Aqui vai, pois, mais um, como
continuação do texto anterior, complemento da nossa cultura e esclarecimento.
Mas socorramo-nos também, como corolário de paralelismo crítico, uma vez mais
do nosso épico, cujo estado de espírito de intelectual clarividente e frustrado
não seria, no seu tempo, de menor desespero e indignação do que o de V. P. V.
nos seus comentários e sentenças de uma altivez esclarecida, embora a apóstrofe
inflamada seja enfiada na boca do Gama, como alter ego ditando o seu
excurso próprio:
«Ó
tu, Sertório, ó nobre Coriolano,
Catilina, e vós outros dos antigos
Que contra vossas pátrias com profano
Coração vos fizestes inimigos:
Se lá no reino escuro de Sumano
Receberdes gravíssimos castigos,
Dizei-lhe que também dos Portugueses
Alguns traidores houve algumas vezes. (Lus., IV, 33)
Catilina, e vós outros dos antigos
Que contra vossas pátrias com profano
Coração vos fizestes inimigos:
Se lá no reino escuro de Sumano
Receberdes gravíssimos castigos,
Dizei-lhe que também dos Portugueses
Alguns traidores houve algumas vezes. (Lus., IV, 33)
Não se tratando, todavia, no caso
presente, de traição pátria, definitivamente repostas pessoas e coisas nos
lugares respectivos, segundo o lema bíblico “a César o que é de César”
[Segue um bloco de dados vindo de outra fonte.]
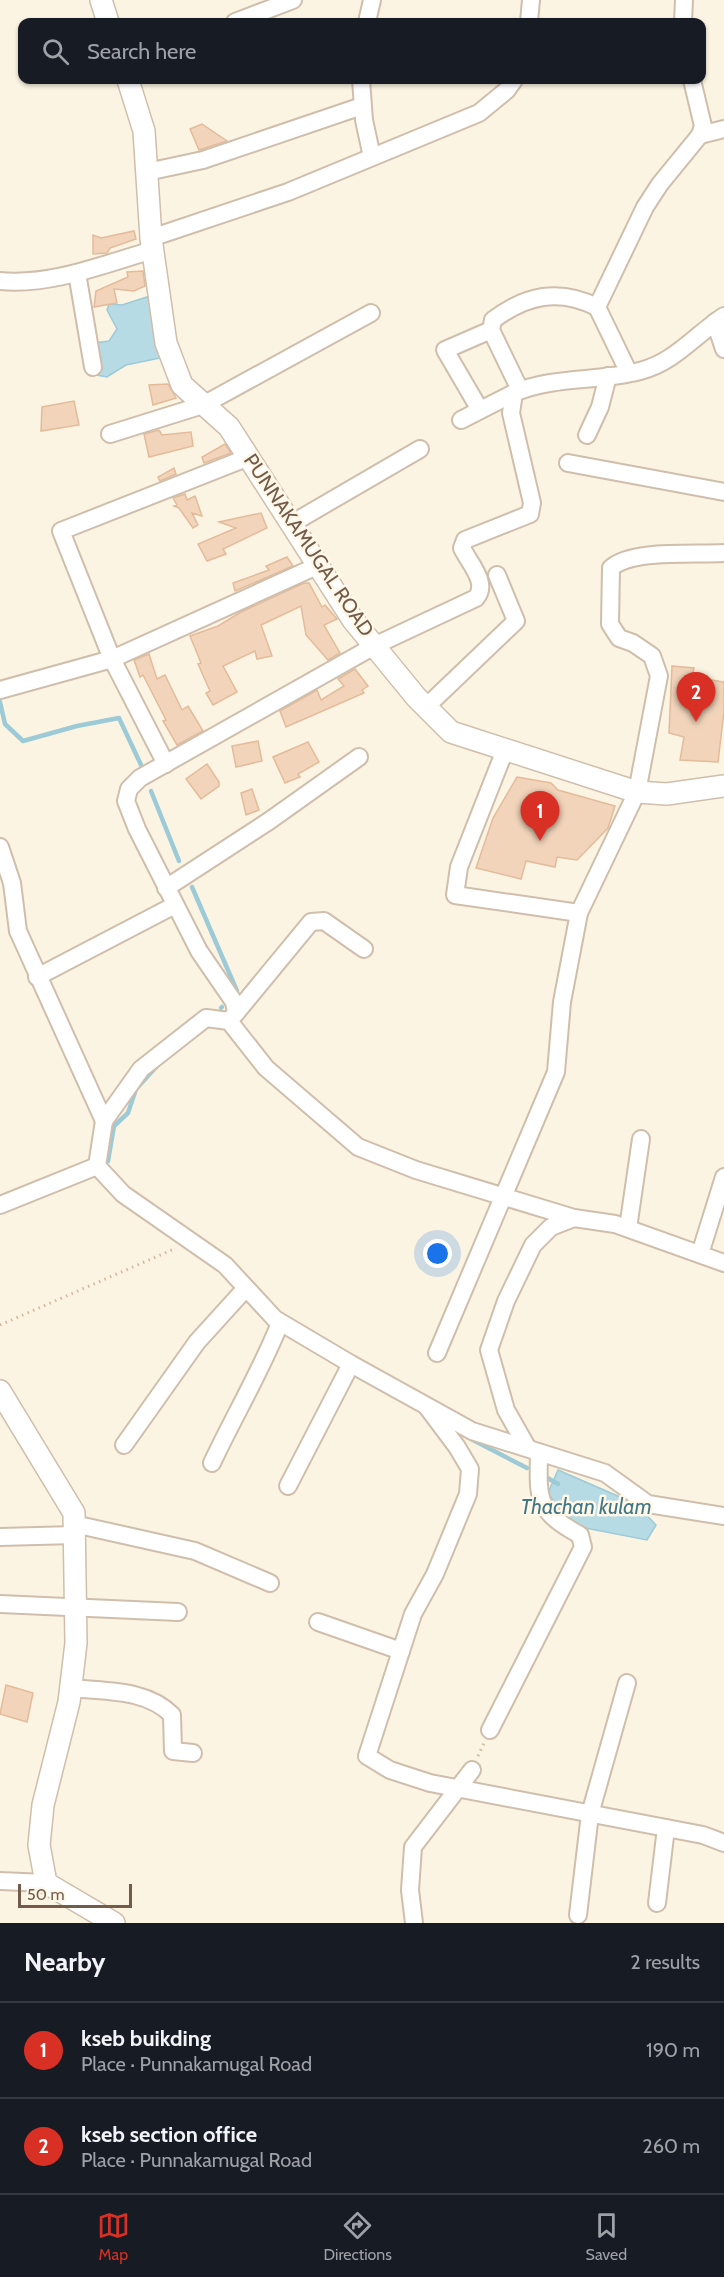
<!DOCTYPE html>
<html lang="en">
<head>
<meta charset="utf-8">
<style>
	body { margin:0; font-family:Cabin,sans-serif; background:#242831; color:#f1f3f6 }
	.scale { position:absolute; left:18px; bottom:15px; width:114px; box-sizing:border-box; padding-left:6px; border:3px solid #735b49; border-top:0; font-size:16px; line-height:21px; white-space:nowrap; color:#735b49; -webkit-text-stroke:4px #fff7e8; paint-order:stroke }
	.you { position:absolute; left:438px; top:1254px; width:21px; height:21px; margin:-15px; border:4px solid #fff; border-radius:50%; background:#1a73e8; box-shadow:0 0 0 9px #1a73e833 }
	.badge { display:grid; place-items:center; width:39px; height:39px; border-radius:50%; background:#d93025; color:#fff; font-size:20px; font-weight:700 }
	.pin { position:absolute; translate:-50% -50px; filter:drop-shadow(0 2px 3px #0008) }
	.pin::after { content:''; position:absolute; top:32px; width:21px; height:18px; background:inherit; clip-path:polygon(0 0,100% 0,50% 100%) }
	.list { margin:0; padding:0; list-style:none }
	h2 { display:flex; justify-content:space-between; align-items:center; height:78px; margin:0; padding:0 24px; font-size:26px }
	h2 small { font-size:20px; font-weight:400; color:#9ea1a6 }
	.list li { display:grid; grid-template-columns:39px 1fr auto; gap:18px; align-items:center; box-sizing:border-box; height:96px; padding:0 24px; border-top:2px solid #363941 }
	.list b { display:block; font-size:22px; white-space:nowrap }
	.list p { margin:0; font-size:20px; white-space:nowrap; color:#9ea1a6 }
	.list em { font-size:20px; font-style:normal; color:#9ea1a6 }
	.icon { flex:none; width:33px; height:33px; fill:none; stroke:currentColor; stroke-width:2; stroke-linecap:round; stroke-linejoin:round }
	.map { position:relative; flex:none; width:724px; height:1923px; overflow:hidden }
	.search { position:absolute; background:#171b24; box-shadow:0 2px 4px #0004; left:18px; right:18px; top:18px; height:66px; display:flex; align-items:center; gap:15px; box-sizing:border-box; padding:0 21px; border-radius:12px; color:#9ea1a6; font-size:22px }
	.sheet { height:270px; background:#171b24 }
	nav { display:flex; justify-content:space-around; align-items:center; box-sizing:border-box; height:84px; border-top:2px solid #363941; background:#171b24; font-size:16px; color:#9ea1a6 }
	nav a { display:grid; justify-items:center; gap:3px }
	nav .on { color:#d93025 }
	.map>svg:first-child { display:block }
</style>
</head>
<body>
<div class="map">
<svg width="724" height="1923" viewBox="0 0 724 1923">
	<rect width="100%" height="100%" fill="#fcf4e2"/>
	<!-- water -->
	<g fill="#b7dbe5" stroke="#9dcad7" stroke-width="1.5">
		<path d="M147,297l5,11 3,37 8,5 2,7 -39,8 -19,12 -11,-2 5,-5 -7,-27 15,-2 8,-12 -10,-19 2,-6 13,1z"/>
		<path d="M558,1470l78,34 20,21 -9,15 -77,-15 -22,-32z"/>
	</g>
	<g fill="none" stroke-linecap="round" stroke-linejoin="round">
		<!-- stream -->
		<g stroke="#9dcad7" stroke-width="4.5">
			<path d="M0,702l5,22 18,17 54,-15 42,-8 23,49"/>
			<path d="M151,791l28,70"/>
			<path d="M192,887l45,104"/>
			<path d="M221,1008l1,-1"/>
			<path d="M108,1161l6,-35 14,-13 8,-24 23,-25"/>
			<path d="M471,1439l56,29"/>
			<path d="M544,1476l14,8"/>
		</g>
	</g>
	<!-- building -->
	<g fill="#f1d4ba" stroke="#e4bb9a" stroke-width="1.5">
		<path d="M202,124l25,17 -28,9 -9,-21z"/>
		<path d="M134,231l2,8 -26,9 -3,5 -14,1v-19l8,3z"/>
		<path d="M143,271l2,15 -11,5 -20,-2 3,14 -23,4 2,-16 32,-14 -1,-5z"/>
		<path d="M168,384l8,14 -23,7 -4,-20z"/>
		<path d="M74,401l5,24 -38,6 1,-24z"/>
		<path d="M159,430l3,5 29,-3 2,14 -44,11 -5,-23z"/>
		<path d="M225,444l6,9 -27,10 -2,-6z"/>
		<path d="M174,468l2,6 -16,7 -2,-4z"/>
		<path d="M185,494l2,6 8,-4 7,20 -10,-3 6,12 -5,3 -14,-20 -5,-2 3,-1 -4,-7z"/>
		<path d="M261,513l6,15 -44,21 3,5 -19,7 -9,-17 38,-16 -17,-6z"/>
		<path d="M287,557l6,9 -58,25 -2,-8 36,-13 -3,-4z"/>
		<path d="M304,583h5l13,24 3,-2 12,14 -13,6 16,28 -12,7 -22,-25 -5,-29 -40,19 11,31 -15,3 -2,-8 -32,15 14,26 -24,13 -7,-12 4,-2 -12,-27 3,-1 -11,-27 28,-10 23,-14z"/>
		<path d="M149,654l8,25 8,-4 17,35 6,-4 15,25 -26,14 -14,-24 3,-1 -23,-45 -3,2 -6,-17z"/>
		<path d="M672,666l22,2 -2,9 32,5v29l-6,51 -38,-2 4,-23 -15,-4z"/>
		<path d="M355,669l13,17 -6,4 2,3 -78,34 -6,-16 37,-21 4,10 23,-14 -6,-7z"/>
		<path d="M258,741l4,20 -26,6 -4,-21z"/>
		<path d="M308,742l11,20 -21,12 2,3 -15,6 -12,-26z"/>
		<path d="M207,764l12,18v4l-18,13 -15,-20z"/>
		<path d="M517,777l34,6 7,7 57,16 -7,22 -31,32 -20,-3 -2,10 -29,-6 -5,18 -45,-11 17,-50z"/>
		<path d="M252,789l7,21 -13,5 -5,-22z"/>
		<path d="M6,1685l27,8 -6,29 -27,-8z"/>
	</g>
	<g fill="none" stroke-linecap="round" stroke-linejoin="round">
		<!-- minor casing -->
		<g stroke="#cfbeac" stroke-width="20">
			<g id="minor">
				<path d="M235,22l58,-22"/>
				<path d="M367,22l5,-22"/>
				<path d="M529,22l2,-22"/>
				<path d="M683,22l1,-22"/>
				<path d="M361,80l3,40 8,37"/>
				<path d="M700,135l24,-6"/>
				<path d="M147,172l56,-12 159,-54"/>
				<path d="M151,238l137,-46 191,-79 28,-23 7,-10"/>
				<path d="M77,273l16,94"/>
				<path d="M0,281c51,5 104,-17 153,-31"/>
				<path d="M597,307l32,66"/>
				<path d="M715,322l9,27"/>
				<path d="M520,390l-29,-60 2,-10c33,-25 66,-32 104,-13l48,-100 15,-23 40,-49 3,-9 -11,-46"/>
				<path d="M480,410l-35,-60 46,-20"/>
				<path d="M461,420l53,-27"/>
				<path d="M110,434l93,-29 168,-92"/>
				<path d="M587,435l13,-28 8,-31"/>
				<path d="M568,463l156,29"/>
				<path d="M291,524l129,-75"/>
				<path d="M0,690l112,-31 205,-93"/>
				<path d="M426,707l90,-86 -19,-46"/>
				<path d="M505,750l-46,117 -4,28 124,18"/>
				<path d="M166,764l-54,-105 -51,-128 188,-74"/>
				<path d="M0,847l12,36 6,48 86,190 37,-52 65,-51 23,3 37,47 92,79 58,23 158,48"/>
				<path d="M166,888l103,-67 90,-64"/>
				<path d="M37,977l138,-72"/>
				<path d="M236,1013l75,-91 13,-1 40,28"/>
				<path d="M229,1021l7,-8 -2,-11 -35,-51 -62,-122 -11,-28 3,-12 11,-11 236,-133 100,-47c13,-15 -7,-35 -14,-50l3,-8 65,-26 2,-11 -21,-90 3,-20c39,-17 85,-11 126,-22 35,-9 55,-36 84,-55"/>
				<path d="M104,1121l-7,45 26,28 102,71 50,54 76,45 121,67 133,42 43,31 76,12"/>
				<path d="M0,1205l97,-39"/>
				<path d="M628,1228l13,-89"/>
				<path d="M700,1254l24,-77"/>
				<path d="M437,1353l119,-281 6,-70 17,-89 58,-121 22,-116 -7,-20 -19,-13 -14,-5 -9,-14 1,-56c21,-19 83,-13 113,-15"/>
				<path d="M427,1407l30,40 13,22 -2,25 -33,80 -22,40 -46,142 23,14 40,13 273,52 21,8"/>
				<path d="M124,1445l73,-103 49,-54"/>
				<path d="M527,1447l-21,-37 -17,-60 17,-49 27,-56 18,-18 23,-9 41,6 109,39"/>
				<path d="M212,1463c22,-47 49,-92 68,-140"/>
				<path d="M288,1486l63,-122"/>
				<path d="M74,1524l121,27 75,32"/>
				<path d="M0,1537l75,-2"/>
				<path d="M0,1604l178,8"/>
				<path d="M318,1622l83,29"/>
				<path d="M72,1688c34,4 75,1 100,27l1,36 20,2"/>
				<path d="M490,1730l93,-183 -3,-12c-44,-24 -42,-36 -41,-82"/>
				<path d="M0,1881l46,2"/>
				<path d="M657,1903l9,-75"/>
				<path d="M578,1915l12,-101 37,-131"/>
				<path d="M414,1923l-4,-33 3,-43 59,-77"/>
			</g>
		</g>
		<!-- tertiary casing -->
		<g stroke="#cfbeac" stroke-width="24">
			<g id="tertiary">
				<path d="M101,0l7,22"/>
				<path d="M128,80l16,51 7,107 15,105 16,42 47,42 124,193 63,77 35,35 186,60 30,2 57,-8"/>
				<path d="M0,1391l74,122 2,130 -7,59 -26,103 -4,40 7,38 68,40"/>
			</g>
		</g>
		<!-- path -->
		<g stroke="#d6b79d" stroke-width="3" stroke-dasharray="1.5 4.5" stroke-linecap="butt">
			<path d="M0,1325l174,-76"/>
			<path d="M478,1756l6,-13"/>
		</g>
		<!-- minor -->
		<use href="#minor" stroke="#fff" stroke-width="16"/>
		<!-- tertiary -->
		<use href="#tertiary" stroke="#fff" stroke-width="21"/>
	</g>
	<g text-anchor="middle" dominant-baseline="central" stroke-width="5" stroke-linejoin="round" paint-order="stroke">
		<!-- street labels -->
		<g font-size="20" fill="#735b49" stroke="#fff7e8">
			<text transform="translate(309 545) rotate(56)">PUNNAKAMUGAL ROAD</text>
		</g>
		<!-- water labels -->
		<g font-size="21" font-style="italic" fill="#427786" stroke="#fff7e8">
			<text x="586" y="1506">Thachan kulam</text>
		</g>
	</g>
</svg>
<div class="scale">50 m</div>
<div class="you"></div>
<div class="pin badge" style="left:540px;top:841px">1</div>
<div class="pin badge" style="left:696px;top:722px">2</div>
<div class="search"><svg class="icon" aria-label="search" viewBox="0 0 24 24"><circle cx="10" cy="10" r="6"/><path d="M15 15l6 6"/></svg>Search here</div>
</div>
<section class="sheet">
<h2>Nearby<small>2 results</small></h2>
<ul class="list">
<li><span class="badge">1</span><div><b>kseb buikding</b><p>Place · Punnakamugal Road</p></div><em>190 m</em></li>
<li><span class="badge">2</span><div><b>kseb section office</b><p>Place · Punnakamugal Road</p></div><em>260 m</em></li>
</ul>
</section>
<nav>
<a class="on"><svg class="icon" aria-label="map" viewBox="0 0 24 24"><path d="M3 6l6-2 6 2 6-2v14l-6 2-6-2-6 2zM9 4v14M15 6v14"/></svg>Map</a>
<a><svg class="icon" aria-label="directions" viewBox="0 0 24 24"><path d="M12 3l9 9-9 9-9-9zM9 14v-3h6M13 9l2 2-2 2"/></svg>Directions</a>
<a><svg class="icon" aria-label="saved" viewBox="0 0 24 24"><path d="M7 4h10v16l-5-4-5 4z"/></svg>Saved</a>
</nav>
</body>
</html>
há mais de 40 anos repescado, poderemos equiparar os discursos arrebatados dos
dois concorrentes ao cargo de futuros primeiros ministros, que é, em última
análise o propósito de artimanha ambiciosa de cada um, antes a um trabalho de
sapa, em proveito próprio, como interpretação-síntese do discurso de V.P.V., e
assim mudando os versos imortais:
Dizei-lhe
que também dos Portugueses
Sapadores houve algumas vezes.
Sapadores houve algumas vezes.
O
aviário
Vasco Pulido
Valente,
Público, 4/10/2014
António Costa resolveu dividir o partido de acordo com os
resultados das primárias. Aproximadamente, dois terços para ele e um terço para
Seguro, ou seja, para a gente que apoiou Seguro.
Na
Quadratura do Círculo, explicou que o PS não tinha o hábito, como o PSD, de
afastar quem perdia nas querelas domésticas. O PS aproveitava sempre os
vencidos e aceitava colectivamente como sua a história da “família”, fosse ela
a que fosse: o “soarismo”, o “guterrismo”, o “socratismo”, o “segurismo” e agora
o “costismo”. O símbolo desta trapalhada é, neste momento, o amável Eduardo
Ferro Rodrigues, que já subiu passo a passo a escada do partido, de “militante
de base” a secretário-geral, e anteontem aceitou ser presidente da bancada do
grupo parlamentar socialista, com uma grande variedade de espécies criadas com
desvelo no mesmo aviário.
Com
certeza não ocorreu a Costa que os portugueses queriam remover Seguro da sua
vida, mas também estavam fartos das personagens secundárias, que desde 1976
ajudam à missa. O apadrinhamento de Costa pelas relíquias do PS (Mário Soares,
Almeida Santos, Jardim e Alegre) não anunciava nada de bom. A pesca miraculosa
de amigos de muitas famílias, que só se distinguem na vida pública pela sua
idade e pelo sossego com que atravessaram a democracia, piorou as coisas.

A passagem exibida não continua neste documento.